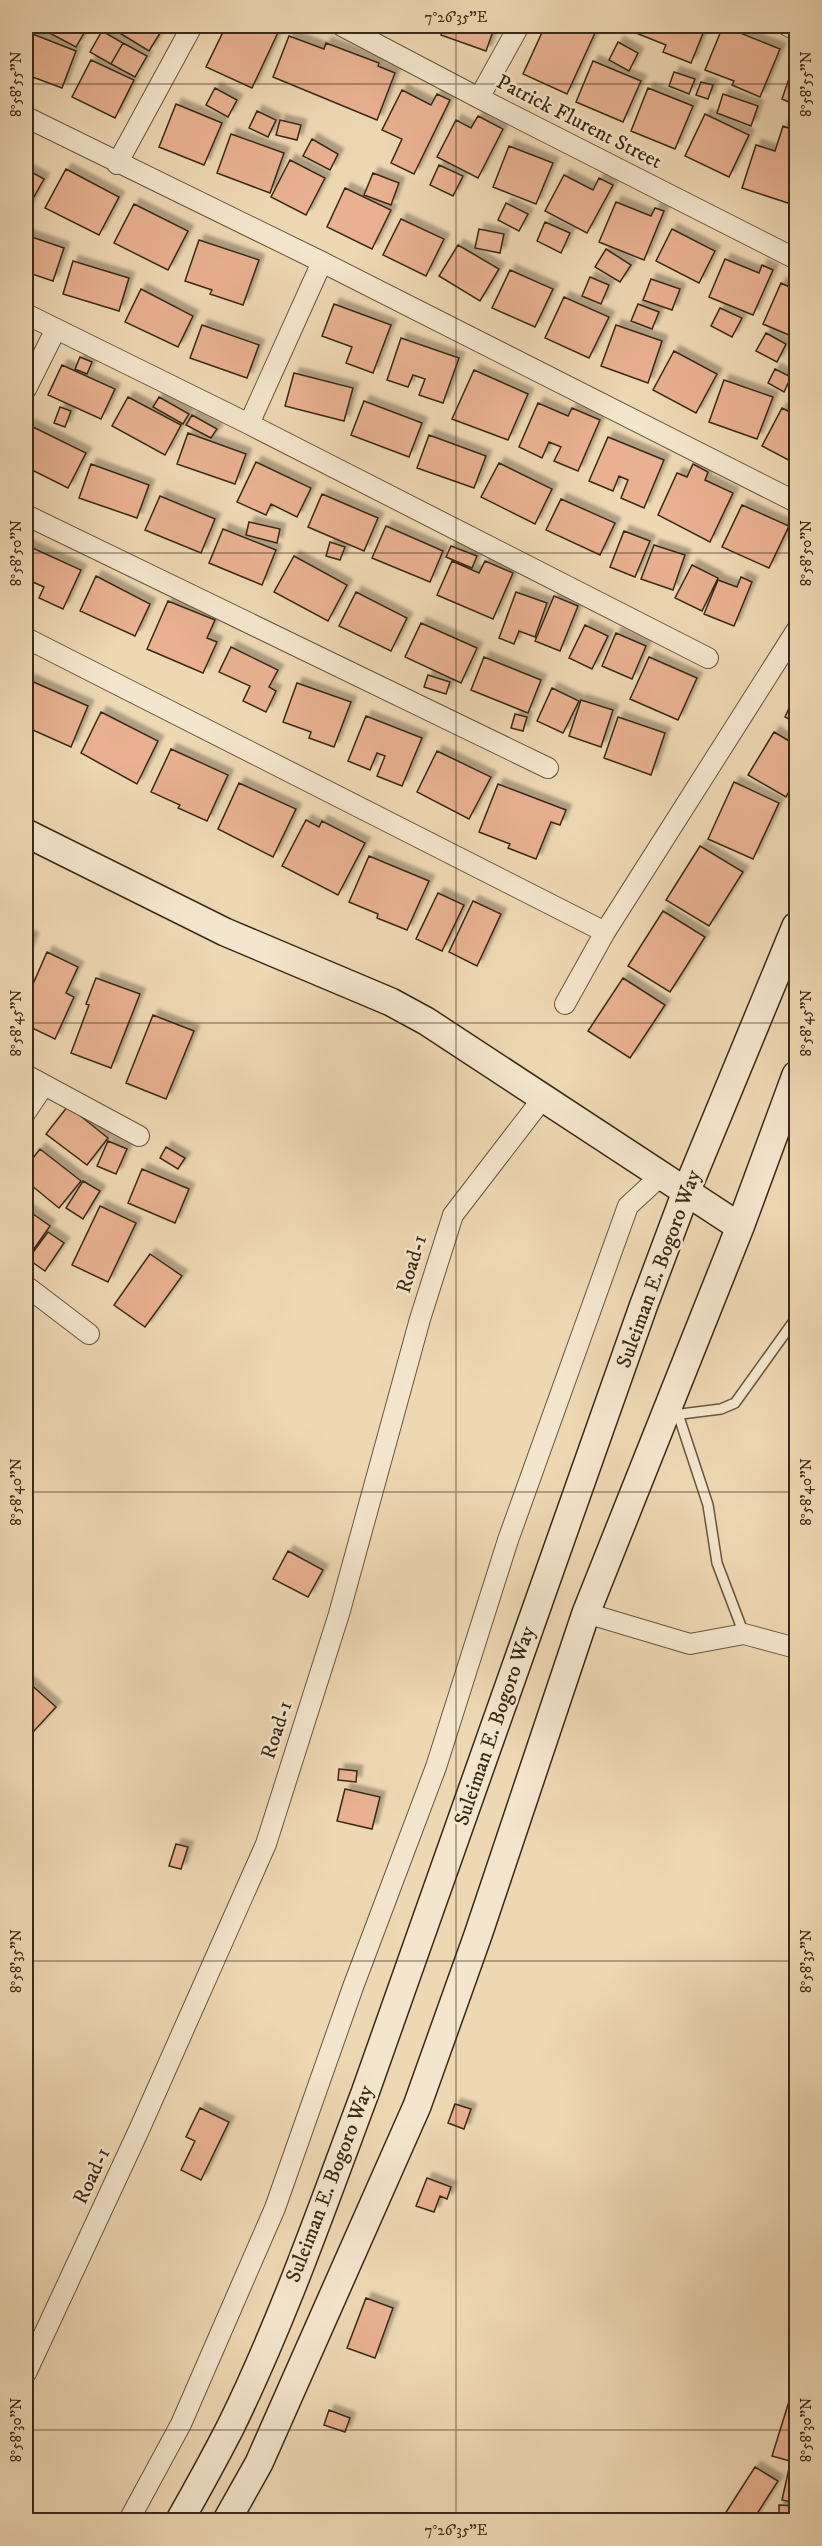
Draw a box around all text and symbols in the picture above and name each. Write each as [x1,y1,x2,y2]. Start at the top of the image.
text: 7°26'35"E [425,8,488,27]
text: 8°58'55"N [7,51,26,117]
text: 8°58'55"N [797,51,816,117]
street label: Patrick Flurent Street [492,69,666,175]
text: 8°58'50"N [7,520,26,586]
text: 8°58'50"N [797,520,816,586]
text: 8°58'45"N [7,990,26,1056]
text: 8°58'45"N [797,990,816,1056]
street label: Suleiman E. Bogoro Way [611,1165,707,1372]
street label: Road-1 [391,1232,433,1296]
text: 8°58'40"N [7,1458,26,1526]
text: 8°58'40"N [797,1458,816,1526]
street label: Suleiman E. Bogoro Way [449,1622,542,1829]
street label: Road-1 [255,1698,299,1762]
text: 8°58'35"N [7,1929,26,1993]
text: 8°58'35"N [797,1929,816,1993]
street label: Suleiman E. Bogoro Way [280,2081,380,2286]
street label: Road-1 [68,2143,116,2209]
text: 8°58'30"N [7,2398,26,2462]
text: 8°58'30"N [797,2398,816,2462]
text: 7°26'35"E [425,2521,488,2540]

※ ※ ※

WHAT IS EXPECTED:
Repeat the records in full, precisely, and keep the pictures out.

TASK SOLUTION:
Draw a box around all text and symbols in the picture above and name each. Write each as [x1,y1,x2,y2]. Start at the top of the image.
text: 7°26'35"E [425,8,488,27]
text: 8°58'55"N [7,51,26,117]
text: 8°58'55"N [797,51,816,117]
street label: Patrick Flurent Street [492,69,666,175]
text: 8°58'50"N [7,520,26,586]
text: 8°58'50"N [797,520,816,586]
text: 8°58'45"N [7,990,26,1056]
text: 8°58'45"N [797,990,816,1056]
street label: Suleiman E. Bogoro Way [611,1165,707,1372]
street label: Road-1 [391,1232,433,1296]
text: 8°58'40"N [7,1458,26,1526]
text: 8°58'40"N [797,1458,816,1526]
street label: Suleiman E. Bogoro Way [449,1622,542,1829]
street label: Road-1 [255,1698,299,1762]
text: 8°58'35"N [7,1929,26,1993]
text: 8°58'35"N [797,1929,816,1993]
street label: Suleiman E. Bogoro Way [280,2081,380,2286]
street label: Road-1 [68,2143,116,2209]
text: 8°58'30"N [7,2398,26,2462]
text: 8°58'30"N [797,2398,816,2462]
text: 7°26'35"E [425,2521,488,2540]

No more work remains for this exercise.